What you have to do:
Filter these entries down to the lines that hold the word "read", and show each of them.

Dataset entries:

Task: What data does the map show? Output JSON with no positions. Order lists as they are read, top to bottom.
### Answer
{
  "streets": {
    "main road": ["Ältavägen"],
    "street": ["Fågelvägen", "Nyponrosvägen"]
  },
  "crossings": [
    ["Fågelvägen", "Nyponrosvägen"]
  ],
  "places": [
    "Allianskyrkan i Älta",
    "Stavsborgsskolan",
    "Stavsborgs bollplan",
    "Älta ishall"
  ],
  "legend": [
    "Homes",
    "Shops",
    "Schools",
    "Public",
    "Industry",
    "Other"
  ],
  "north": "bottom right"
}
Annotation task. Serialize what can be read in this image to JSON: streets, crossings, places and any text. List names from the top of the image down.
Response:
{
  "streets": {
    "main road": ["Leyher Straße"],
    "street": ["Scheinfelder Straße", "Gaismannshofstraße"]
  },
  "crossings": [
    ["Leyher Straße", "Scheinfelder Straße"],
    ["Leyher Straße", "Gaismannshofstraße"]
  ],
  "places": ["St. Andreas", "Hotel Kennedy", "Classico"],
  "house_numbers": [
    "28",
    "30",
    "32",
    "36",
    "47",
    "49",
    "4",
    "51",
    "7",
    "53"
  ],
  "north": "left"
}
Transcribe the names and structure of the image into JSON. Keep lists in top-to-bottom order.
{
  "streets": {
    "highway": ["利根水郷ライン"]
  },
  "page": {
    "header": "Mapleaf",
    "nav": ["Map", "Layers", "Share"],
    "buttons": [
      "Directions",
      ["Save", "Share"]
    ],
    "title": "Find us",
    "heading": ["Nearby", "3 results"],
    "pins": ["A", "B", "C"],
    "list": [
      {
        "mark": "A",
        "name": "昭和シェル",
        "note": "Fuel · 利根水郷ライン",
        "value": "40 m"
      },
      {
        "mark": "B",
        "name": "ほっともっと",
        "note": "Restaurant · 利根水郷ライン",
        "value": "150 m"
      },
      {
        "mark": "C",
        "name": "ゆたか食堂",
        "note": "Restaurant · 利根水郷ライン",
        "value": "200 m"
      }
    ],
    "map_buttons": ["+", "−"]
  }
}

Solution for this exercise:
Task: What data does the map show? Output JSON with no positions. Order lists as they are read, top to bottom.
Annotation task. Serialize what can be read in this image to JSON: streets, crossings, places and any text. List names from the top of the image down.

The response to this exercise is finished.